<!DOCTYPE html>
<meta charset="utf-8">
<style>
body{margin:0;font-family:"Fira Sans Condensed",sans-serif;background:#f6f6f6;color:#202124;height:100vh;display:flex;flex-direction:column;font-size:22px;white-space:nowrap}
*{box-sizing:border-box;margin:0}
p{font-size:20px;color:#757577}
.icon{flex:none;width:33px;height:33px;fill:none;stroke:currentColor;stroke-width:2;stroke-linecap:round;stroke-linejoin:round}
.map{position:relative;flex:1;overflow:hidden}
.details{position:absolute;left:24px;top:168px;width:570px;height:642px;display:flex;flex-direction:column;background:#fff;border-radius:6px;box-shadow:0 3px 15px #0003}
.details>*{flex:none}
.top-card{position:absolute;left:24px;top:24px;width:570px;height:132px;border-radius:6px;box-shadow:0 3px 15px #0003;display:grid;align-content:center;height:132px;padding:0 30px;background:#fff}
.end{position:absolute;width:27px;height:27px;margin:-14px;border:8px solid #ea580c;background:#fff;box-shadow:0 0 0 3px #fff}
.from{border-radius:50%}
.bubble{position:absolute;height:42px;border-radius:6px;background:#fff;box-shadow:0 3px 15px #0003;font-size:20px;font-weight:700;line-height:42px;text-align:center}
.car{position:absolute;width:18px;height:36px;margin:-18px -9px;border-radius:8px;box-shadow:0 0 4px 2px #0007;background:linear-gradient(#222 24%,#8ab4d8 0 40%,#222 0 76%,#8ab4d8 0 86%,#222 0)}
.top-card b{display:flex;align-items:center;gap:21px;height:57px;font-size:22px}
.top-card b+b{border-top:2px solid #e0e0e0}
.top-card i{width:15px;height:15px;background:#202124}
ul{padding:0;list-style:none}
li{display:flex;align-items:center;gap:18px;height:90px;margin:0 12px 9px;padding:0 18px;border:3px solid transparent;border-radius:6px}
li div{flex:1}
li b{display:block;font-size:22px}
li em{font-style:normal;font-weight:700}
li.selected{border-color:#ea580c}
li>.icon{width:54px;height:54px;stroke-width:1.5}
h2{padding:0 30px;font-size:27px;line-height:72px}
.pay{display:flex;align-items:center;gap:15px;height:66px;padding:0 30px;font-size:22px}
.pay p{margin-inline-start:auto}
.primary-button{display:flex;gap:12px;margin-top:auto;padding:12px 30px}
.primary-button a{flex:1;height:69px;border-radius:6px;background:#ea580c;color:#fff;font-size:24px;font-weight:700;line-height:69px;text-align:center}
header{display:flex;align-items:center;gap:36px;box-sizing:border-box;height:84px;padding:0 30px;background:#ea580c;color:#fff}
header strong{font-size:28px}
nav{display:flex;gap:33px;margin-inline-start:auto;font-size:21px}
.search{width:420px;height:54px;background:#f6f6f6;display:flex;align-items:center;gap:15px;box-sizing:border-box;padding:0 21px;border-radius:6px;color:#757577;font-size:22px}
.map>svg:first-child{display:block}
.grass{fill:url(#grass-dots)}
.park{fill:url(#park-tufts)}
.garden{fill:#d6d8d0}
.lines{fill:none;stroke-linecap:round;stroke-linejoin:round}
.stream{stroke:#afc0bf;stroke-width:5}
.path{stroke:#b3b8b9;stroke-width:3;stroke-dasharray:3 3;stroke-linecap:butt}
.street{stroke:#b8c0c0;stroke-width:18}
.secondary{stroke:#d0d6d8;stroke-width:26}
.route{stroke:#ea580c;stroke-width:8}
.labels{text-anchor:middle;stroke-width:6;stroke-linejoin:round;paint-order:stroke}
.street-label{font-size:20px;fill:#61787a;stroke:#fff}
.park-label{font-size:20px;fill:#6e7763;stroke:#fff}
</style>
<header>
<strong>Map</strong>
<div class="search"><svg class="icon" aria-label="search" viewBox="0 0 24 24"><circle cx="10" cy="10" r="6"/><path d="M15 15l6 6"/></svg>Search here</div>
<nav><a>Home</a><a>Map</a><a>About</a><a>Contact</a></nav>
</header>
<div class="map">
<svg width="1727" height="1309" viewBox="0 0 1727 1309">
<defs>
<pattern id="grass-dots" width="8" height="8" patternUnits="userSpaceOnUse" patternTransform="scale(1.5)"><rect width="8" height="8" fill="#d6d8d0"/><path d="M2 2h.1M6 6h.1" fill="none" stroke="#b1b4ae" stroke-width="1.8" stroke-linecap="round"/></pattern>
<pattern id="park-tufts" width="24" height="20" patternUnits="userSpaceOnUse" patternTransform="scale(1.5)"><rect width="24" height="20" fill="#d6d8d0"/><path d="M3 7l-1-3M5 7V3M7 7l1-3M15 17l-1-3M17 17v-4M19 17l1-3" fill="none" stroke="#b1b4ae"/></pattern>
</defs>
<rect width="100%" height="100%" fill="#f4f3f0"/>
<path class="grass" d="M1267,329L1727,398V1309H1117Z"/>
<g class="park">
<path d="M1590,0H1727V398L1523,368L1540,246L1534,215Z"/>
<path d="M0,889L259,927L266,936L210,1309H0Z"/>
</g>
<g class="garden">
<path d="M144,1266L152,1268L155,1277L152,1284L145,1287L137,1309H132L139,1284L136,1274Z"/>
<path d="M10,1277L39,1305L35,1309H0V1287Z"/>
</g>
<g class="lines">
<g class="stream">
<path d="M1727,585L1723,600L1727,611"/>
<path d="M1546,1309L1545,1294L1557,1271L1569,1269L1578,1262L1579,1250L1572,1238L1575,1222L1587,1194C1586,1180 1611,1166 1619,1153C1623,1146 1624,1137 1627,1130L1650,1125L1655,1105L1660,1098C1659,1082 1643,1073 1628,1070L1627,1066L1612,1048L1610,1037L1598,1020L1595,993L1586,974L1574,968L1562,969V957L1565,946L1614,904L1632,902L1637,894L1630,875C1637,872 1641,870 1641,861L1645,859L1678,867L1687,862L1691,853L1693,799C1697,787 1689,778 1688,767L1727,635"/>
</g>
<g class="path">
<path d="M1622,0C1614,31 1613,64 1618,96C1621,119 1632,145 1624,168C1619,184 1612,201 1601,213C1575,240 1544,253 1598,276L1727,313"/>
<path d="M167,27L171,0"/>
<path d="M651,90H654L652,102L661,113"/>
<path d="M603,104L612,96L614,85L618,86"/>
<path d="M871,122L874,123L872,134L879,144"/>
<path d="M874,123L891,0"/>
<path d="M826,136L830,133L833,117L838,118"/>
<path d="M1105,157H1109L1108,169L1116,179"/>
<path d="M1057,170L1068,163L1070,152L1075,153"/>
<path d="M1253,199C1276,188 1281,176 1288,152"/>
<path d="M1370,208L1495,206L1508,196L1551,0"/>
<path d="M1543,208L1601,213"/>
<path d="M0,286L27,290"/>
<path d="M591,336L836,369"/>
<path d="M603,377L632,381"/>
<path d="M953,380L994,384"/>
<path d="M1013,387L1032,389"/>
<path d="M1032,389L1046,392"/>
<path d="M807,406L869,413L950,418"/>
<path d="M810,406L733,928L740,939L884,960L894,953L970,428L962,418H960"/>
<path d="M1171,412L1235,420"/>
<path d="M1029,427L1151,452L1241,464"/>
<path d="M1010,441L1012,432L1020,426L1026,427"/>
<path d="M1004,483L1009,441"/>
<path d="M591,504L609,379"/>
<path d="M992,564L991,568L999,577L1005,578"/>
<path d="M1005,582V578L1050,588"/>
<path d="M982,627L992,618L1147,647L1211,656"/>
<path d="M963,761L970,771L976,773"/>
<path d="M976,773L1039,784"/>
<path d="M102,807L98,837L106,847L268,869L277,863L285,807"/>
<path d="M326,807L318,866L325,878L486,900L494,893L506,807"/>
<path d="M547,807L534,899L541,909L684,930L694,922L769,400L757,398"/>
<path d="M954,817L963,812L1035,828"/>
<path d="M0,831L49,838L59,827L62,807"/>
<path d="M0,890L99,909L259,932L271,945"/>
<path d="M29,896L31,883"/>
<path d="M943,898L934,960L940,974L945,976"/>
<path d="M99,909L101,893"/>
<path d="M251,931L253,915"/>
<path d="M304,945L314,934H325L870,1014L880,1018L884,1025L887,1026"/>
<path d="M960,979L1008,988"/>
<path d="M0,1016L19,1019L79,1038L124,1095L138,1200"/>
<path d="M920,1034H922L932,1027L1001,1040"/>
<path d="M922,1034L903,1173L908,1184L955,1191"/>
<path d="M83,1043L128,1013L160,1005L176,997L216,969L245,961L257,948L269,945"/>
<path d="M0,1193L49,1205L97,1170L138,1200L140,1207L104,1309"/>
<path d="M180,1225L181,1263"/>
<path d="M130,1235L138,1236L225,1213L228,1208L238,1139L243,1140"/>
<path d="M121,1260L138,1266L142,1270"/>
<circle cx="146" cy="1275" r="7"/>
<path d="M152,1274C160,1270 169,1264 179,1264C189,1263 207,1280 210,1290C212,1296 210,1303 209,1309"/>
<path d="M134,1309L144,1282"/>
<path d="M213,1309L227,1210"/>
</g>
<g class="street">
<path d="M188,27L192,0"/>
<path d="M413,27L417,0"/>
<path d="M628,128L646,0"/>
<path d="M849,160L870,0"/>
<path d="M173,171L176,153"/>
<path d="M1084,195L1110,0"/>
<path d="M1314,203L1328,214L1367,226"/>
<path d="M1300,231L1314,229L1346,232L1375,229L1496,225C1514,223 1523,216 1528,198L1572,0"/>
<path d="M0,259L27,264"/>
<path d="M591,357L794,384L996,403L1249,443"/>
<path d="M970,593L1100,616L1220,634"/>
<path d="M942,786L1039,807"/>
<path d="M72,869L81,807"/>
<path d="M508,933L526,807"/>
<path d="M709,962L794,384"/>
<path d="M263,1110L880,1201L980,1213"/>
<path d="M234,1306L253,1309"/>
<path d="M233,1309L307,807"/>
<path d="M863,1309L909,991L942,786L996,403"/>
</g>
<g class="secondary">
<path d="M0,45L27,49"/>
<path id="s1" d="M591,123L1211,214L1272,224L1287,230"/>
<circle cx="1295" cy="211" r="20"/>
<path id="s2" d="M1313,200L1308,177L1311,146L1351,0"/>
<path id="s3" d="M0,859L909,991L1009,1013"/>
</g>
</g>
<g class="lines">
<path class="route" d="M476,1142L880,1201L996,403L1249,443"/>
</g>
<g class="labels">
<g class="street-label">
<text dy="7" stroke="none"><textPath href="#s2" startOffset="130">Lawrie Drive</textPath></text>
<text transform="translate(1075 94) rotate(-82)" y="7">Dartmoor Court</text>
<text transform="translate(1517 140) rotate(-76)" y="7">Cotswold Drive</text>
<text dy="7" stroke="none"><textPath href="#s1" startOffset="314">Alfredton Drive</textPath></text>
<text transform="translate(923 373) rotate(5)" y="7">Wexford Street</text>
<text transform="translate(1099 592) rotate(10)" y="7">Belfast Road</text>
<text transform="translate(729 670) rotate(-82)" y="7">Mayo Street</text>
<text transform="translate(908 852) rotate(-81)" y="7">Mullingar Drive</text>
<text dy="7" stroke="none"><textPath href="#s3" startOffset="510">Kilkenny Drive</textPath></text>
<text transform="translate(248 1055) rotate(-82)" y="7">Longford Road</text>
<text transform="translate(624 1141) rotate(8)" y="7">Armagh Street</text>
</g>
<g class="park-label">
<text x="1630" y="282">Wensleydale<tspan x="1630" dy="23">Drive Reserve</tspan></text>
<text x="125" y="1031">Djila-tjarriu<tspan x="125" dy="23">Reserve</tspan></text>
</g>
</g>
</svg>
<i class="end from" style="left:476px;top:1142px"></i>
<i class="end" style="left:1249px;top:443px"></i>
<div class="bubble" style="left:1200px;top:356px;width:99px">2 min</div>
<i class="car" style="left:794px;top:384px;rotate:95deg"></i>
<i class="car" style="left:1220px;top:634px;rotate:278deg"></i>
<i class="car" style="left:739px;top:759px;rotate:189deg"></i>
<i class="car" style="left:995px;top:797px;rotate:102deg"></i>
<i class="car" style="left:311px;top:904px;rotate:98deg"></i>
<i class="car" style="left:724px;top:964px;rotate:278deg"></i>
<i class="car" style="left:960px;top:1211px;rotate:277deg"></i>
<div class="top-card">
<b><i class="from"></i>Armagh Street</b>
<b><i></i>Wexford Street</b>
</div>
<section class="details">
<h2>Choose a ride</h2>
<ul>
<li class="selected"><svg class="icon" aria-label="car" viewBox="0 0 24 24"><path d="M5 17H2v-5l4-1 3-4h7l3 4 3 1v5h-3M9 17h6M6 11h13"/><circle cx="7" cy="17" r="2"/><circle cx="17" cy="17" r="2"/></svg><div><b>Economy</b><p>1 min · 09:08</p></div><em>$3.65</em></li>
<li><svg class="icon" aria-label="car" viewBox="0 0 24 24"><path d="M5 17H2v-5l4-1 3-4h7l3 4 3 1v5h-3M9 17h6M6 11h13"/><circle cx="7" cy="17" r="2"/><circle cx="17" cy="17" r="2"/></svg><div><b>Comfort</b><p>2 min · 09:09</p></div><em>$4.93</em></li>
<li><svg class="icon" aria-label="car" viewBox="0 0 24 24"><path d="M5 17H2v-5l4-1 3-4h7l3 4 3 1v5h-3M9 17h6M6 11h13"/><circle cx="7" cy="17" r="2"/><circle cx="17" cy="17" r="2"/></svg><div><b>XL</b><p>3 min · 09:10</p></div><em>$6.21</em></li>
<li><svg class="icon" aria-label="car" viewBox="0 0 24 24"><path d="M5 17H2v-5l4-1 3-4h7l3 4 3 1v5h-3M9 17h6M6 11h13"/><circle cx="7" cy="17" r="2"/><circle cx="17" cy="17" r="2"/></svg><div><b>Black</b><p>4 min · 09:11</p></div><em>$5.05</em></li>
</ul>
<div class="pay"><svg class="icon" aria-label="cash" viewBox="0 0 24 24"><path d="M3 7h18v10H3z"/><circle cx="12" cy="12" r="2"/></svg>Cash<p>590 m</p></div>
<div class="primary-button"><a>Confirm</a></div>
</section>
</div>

------------------------------------------------------------------------

_Your instructions:_
Filter the entries down to the lines with the word "strong" in them.

_Result of the task:_
header strong{font-size:28px}
<strong>Map</strong>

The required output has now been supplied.